A new philosophy took hold and pulsed: the idea that men and women – or the distinction between men and women – was radically and forever dead.

Christine’s partner-in-crime is her oldest friend and the love of her life, Trinculo. Trinculo is an engineer, inventor and illustrator, the person who designed and engineered CIEL. When we meet him, he’s wearing a belt garnered with vibrating appendages. The two main crimes on CIEL? Any acts that resemble the act or idea of sex and anything other than blind allegiance to Joan of Dirt’s official death story, the one where she was burnt at the stake. Clearly Trinculo’s taking charge of breaking the first law. The second? Christine’s last graft, her masterwork, the story she’s going to tell the reader, is the true story of Joan.

In a reworked version of the story of Joan of Arc, told by Christine de Pizan, Yuknavitch considers the damage we’re doing to Earth and to humanity. How we’ve made ourselves more important than the universe because we can’t cope with the idea that we’re a small, insignificant part of it. She looks at our need to take and hold onto power and the myriad ways in which women are belittled in order for this to happen.

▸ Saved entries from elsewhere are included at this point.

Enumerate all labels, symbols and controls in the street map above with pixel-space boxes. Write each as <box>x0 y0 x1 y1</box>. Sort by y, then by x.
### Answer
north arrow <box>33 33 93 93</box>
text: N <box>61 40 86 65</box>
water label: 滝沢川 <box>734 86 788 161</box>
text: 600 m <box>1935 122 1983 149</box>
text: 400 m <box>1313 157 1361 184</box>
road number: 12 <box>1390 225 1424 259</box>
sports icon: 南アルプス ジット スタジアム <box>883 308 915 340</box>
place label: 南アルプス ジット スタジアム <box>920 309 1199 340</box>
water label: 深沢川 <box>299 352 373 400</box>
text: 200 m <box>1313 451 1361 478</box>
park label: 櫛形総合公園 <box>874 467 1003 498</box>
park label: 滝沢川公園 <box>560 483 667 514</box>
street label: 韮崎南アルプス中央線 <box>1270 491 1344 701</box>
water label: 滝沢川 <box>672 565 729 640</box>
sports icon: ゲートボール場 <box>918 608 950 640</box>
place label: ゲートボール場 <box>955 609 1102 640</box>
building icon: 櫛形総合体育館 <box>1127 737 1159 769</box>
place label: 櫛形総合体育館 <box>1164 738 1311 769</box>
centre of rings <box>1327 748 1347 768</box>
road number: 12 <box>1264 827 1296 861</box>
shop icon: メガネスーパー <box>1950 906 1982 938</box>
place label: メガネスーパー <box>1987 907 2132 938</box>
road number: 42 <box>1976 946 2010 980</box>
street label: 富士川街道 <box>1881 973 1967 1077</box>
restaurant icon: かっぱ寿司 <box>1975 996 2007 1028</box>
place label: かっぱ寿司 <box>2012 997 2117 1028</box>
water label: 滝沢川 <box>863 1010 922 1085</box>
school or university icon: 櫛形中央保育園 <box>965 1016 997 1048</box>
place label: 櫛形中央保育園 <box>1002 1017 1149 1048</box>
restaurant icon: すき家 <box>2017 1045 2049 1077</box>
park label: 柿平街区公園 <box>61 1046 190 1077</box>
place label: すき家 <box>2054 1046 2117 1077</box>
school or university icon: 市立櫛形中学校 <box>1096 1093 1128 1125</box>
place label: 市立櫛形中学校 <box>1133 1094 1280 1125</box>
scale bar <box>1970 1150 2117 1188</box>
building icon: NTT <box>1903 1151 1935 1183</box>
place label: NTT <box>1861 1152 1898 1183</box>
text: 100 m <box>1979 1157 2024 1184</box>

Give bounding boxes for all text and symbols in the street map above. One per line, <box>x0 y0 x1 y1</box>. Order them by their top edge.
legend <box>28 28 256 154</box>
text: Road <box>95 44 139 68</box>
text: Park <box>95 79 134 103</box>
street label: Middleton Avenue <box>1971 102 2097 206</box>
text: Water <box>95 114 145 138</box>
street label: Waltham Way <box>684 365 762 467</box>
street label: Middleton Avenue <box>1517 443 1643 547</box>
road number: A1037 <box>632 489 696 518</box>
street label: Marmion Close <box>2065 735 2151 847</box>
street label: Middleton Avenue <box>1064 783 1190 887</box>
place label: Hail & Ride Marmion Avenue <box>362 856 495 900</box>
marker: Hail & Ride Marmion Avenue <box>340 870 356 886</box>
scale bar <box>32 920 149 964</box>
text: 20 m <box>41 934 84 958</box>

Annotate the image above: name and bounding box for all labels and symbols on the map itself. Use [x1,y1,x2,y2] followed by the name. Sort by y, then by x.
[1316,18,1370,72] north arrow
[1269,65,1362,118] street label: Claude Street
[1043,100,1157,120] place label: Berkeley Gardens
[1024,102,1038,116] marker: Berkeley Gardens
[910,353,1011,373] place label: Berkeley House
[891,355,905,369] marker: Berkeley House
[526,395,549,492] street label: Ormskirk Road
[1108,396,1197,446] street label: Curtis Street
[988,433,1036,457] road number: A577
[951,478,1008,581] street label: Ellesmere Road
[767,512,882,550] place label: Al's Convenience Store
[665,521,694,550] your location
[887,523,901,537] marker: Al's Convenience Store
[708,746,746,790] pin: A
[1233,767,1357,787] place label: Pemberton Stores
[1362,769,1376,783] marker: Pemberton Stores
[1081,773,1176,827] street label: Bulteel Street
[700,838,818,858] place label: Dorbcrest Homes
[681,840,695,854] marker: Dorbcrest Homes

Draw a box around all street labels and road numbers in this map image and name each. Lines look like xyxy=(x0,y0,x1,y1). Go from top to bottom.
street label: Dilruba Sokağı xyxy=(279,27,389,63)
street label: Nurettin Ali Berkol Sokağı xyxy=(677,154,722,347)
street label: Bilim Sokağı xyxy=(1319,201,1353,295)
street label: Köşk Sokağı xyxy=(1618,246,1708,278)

The voice and tone of the novel is fierce from beginning to end. It is also very funny in parts. Trinculo, in particular, pertains to play the part of the joker, quoting insults from a favourite childhood app which generated medieval insults.

The Book of Joan is furious, eloquent and inventive. The best feminist dystopia since The Power and an early contender for one of my books of the year.

Thanks to Canongate for the review copy.